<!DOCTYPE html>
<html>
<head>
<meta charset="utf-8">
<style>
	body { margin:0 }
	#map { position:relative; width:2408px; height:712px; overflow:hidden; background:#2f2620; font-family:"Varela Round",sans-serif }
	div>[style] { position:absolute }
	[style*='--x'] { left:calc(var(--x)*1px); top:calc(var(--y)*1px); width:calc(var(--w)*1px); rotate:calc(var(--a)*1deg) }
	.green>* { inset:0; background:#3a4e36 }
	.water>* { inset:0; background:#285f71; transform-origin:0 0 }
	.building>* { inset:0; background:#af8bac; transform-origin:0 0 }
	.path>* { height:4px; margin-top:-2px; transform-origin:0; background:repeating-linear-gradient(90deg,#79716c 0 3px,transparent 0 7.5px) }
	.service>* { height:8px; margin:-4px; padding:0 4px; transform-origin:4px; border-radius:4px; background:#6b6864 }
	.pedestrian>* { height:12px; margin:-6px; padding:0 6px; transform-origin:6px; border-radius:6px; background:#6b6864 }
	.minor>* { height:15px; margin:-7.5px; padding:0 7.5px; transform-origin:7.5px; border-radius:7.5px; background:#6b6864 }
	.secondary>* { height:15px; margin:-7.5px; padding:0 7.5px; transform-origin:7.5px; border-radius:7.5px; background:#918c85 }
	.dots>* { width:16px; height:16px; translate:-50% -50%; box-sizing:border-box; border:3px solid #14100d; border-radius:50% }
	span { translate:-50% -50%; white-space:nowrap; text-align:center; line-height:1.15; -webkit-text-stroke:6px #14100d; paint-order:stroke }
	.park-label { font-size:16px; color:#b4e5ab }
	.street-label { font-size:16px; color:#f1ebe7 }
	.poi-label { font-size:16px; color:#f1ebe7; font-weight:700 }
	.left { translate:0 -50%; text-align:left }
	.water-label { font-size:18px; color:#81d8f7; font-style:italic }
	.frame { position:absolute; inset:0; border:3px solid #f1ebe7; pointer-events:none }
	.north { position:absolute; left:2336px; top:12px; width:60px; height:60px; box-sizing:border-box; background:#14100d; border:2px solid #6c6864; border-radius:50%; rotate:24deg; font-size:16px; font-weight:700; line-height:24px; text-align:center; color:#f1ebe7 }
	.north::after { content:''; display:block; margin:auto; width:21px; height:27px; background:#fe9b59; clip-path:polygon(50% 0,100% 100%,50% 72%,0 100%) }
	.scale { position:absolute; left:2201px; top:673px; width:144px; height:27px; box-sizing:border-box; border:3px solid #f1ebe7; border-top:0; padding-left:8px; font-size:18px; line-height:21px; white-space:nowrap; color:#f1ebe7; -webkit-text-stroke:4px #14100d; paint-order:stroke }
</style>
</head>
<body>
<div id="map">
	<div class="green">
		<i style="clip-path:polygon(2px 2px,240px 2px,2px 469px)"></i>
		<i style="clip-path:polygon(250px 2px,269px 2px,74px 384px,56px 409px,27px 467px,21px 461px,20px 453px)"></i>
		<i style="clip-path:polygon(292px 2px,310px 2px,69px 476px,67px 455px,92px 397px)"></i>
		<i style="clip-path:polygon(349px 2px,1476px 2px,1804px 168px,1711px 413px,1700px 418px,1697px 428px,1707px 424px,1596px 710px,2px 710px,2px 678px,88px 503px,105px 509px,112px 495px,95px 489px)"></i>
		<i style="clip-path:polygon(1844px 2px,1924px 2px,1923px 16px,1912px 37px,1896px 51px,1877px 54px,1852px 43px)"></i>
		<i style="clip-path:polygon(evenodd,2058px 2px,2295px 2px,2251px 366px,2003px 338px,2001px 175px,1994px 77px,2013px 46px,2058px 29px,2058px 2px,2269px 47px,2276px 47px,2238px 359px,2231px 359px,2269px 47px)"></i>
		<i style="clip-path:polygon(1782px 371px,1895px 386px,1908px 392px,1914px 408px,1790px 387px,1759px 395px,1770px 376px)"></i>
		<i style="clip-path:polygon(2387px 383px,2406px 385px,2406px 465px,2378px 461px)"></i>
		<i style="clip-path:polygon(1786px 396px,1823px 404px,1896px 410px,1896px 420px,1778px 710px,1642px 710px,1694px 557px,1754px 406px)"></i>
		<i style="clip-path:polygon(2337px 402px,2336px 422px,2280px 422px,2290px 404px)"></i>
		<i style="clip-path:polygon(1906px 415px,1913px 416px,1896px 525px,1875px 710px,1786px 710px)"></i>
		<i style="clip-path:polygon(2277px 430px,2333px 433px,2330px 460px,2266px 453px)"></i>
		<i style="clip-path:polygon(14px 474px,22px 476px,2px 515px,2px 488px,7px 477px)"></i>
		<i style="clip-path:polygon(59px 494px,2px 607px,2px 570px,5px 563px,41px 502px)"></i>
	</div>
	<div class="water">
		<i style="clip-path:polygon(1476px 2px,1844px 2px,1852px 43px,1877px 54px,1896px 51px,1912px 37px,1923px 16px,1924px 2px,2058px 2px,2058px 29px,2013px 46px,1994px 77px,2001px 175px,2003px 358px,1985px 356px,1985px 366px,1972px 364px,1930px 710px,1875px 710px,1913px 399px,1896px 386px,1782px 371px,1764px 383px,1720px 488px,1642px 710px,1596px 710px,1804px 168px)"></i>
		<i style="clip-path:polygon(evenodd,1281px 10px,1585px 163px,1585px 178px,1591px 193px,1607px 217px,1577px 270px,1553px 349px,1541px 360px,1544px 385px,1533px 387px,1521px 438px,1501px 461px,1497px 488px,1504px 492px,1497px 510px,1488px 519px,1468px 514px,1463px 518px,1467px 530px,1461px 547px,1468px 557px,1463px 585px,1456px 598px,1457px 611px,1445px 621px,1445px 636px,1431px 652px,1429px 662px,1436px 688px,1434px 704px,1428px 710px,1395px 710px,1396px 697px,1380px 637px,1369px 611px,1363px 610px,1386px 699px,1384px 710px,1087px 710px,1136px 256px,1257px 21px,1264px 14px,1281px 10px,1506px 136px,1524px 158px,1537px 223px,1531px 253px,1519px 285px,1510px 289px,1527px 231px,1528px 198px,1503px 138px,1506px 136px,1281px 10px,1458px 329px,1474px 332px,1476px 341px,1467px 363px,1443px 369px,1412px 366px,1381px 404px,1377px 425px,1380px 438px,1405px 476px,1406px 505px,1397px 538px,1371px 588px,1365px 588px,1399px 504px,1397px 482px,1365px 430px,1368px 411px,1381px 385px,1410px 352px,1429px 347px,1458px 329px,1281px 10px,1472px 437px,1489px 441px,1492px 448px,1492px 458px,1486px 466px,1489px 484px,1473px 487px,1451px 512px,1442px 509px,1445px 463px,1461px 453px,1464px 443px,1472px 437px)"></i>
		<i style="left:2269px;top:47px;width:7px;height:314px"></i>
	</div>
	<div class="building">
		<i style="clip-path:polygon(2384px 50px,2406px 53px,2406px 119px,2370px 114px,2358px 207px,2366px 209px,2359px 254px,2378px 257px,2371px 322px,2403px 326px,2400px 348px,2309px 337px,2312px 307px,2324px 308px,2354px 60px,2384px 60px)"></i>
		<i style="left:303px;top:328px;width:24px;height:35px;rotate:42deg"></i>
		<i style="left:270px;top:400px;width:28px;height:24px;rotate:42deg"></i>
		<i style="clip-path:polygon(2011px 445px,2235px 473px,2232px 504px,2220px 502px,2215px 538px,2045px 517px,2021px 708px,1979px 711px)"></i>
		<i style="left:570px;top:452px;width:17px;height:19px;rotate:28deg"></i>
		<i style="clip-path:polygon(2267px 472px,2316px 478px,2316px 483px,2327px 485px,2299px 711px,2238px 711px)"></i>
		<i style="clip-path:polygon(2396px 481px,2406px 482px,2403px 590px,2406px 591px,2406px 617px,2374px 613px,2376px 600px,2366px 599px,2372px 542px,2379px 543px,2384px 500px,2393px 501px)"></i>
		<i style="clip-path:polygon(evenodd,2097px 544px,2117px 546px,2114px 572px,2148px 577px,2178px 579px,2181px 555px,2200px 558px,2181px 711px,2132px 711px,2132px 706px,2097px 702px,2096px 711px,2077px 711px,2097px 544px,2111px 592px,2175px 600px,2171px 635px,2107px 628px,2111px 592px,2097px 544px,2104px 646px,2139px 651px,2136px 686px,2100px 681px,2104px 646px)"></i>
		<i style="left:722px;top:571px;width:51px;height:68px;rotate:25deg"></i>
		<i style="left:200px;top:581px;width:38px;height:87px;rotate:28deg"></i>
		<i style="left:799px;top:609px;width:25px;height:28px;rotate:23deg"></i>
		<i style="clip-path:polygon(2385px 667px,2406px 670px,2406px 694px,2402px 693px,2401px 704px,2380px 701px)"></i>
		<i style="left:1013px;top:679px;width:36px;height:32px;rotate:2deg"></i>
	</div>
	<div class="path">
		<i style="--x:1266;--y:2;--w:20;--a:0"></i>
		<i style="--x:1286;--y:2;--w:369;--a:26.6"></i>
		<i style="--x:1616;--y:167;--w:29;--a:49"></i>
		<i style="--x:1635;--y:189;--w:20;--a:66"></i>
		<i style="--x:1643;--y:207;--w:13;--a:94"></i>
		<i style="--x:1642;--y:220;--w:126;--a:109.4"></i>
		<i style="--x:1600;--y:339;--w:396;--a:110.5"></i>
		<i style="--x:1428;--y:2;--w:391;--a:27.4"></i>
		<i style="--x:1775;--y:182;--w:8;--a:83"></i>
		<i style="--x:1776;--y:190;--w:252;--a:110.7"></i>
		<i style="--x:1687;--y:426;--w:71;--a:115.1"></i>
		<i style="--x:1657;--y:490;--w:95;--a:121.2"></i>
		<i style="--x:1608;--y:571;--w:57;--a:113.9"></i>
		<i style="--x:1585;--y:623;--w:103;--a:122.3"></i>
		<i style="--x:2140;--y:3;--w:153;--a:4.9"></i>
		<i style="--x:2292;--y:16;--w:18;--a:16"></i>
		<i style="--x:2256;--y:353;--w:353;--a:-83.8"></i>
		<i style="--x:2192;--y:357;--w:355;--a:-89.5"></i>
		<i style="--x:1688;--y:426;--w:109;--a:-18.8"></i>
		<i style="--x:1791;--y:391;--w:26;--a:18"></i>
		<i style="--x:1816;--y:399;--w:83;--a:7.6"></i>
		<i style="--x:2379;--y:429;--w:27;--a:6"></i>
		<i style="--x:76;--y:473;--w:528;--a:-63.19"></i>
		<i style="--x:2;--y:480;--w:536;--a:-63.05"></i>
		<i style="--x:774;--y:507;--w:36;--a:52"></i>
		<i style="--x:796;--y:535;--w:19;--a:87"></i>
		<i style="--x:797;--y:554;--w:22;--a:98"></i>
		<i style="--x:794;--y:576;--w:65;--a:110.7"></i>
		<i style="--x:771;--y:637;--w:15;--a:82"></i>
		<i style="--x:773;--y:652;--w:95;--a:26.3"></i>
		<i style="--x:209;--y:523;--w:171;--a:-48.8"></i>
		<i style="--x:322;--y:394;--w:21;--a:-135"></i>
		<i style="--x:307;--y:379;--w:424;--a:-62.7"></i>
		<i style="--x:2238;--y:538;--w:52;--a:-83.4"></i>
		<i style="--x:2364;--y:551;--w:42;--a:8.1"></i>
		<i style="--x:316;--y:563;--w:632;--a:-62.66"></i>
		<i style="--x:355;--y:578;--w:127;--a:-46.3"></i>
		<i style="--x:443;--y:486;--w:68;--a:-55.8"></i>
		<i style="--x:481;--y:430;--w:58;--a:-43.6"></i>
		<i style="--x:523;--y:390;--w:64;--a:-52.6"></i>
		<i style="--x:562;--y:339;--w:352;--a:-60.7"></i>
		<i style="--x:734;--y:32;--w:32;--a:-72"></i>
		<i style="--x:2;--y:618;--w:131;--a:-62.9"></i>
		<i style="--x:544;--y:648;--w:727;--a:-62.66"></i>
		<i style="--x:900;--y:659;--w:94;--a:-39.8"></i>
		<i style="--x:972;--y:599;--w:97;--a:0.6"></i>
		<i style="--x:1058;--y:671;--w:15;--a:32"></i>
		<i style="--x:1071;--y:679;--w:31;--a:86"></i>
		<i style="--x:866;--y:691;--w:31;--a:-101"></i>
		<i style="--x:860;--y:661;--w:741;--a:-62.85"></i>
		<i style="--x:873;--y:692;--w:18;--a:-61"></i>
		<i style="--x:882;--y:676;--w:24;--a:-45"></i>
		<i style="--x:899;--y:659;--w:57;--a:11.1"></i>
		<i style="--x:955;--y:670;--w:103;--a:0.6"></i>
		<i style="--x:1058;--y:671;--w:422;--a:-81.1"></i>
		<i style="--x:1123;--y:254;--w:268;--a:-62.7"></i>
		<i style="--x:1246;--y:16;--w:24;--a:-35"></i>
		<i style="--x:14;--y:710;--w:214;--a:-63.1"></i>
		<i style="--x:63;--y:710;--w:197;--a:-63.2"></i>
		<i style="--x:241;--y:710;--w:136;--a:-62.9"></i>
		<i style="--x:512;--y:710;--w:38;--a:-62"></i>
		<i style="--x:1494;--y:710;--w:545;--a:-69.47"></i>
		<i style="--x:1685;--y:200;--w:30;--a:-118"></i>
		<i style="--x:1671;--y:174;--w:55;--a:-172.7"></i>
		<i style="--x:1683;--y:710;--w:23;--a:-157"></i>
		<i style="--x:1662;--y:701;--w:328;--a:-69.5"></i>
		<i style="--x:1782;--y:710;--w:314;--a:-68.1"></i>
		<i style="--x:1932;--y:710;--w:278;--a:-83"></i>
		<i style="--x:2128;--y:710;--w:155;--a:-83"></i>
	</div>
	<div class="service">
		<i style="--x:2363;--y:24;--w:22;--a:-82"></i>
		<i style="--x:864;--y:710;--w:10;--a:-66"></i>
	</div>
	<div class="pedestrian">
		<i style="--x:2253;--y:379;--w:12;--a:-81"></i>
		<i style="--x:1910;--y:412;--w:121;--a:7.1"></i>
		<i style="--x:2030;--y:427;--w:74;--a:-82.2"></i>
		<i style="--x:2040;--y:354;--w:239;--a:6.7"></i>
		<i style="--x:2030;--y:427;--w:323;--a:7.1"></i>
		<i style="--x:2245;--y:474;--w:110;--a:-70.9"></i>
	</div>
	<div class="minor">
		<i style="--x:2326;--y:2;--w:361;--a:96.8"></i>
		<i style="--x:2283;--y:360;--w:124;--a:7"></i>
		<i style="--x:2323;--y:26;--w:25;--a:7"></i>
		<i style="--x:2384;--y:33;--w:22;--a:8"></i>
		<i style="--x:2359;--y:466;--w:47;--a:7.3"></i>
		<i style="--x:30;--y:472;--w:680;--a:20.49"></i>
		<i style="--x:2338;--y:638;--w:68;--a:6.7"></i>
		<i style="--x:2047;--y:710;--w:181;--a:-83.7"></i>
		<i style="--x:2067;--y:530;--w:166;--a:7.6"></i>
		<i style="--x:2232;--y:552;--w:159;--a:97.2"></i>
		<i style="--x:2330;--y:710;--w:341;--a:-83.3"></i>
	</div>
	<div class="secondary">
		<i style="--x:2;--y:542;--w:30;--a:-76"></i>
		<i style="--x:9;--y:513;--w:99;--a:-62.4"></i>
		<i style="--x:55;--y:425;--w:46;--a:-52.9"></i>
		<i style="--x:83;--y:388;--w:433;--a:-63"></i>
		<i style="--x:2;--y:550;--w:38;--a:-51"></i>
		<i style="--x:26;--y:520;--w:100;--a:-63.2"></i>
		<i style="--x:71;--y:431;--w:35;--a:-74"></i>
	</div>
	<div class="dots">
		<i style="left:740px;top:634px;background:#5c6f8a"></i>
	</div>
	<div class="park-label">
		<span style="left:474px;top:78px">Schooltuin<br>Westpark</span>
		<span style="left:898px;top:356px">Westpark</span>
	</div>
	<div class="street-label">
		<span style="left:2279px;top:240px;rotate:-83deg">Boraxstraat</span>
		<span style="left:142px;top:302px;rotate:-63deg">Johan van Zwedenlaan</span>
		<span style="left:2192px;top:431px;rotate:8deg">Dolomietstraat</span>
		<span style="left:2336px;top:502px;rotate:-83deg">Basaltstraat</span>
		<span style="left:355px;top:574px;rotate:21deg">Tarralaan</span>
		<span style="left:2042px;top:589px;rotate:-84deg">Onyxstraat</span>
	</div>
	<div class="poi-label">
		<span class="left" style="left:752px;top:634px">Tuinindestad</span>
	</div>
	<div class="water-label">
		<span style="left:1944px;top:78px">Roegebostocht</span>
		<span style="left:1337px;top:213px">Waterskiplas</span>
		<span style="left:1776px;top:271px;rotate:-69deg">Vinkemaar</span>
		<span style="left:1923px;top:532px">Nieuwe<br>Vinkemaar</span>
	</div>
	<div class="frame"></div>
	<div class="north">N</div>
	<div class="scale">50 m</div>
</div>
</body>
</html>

ACTIVITY.
Of the entries above, repeat exactly the lines from the line with "inset:0; background:#af8bac; transform-origin:0" through the line with "translate:-50% -50%; white-space:nowrap;", both of them included.

TASK SOLUTION.
	.building>* { inset:0; background:#af8bac; transform-origin:0 0 }
	.path>* { height:4px; margin-top:-2px; transform-origin:0; background:repeating-linear-gradient(90deg,#79716c 0 3px,transparent 0 7.5px) }
	.service>* { height:8px; margin:-4px; padding:0 4px; transform-origin:4px; border-radius:4px; background:#6b6864 }
	.pedestrian>* { height:12px; margin:-6px; padding:0 6px; transform-origin:6px; border-radius:6px; background:#6b6864 }
	.minor>* { height:15px; margin:-7.5px; padding:0 7.5px; transform-origin:7.5px; border-radius:7.5px; background:#6b6864 }
	.secondary>* { height:15px; margin:-7.5px; padding:0 7.5px; transform-origin:7.5px; border-radius:7.5px; background:#918c85 }
	.dots>* { width:16px; height:16px; translate:-50% -50%; box-sizing:border-box; border:3px solid #14100d; border-radius:50% }
	span { translate:-50% -50%; white-space:nowrap; text-align:center; line-height:1.15; -webkit-text-stroke:6px #14100d; paint-order:stroke }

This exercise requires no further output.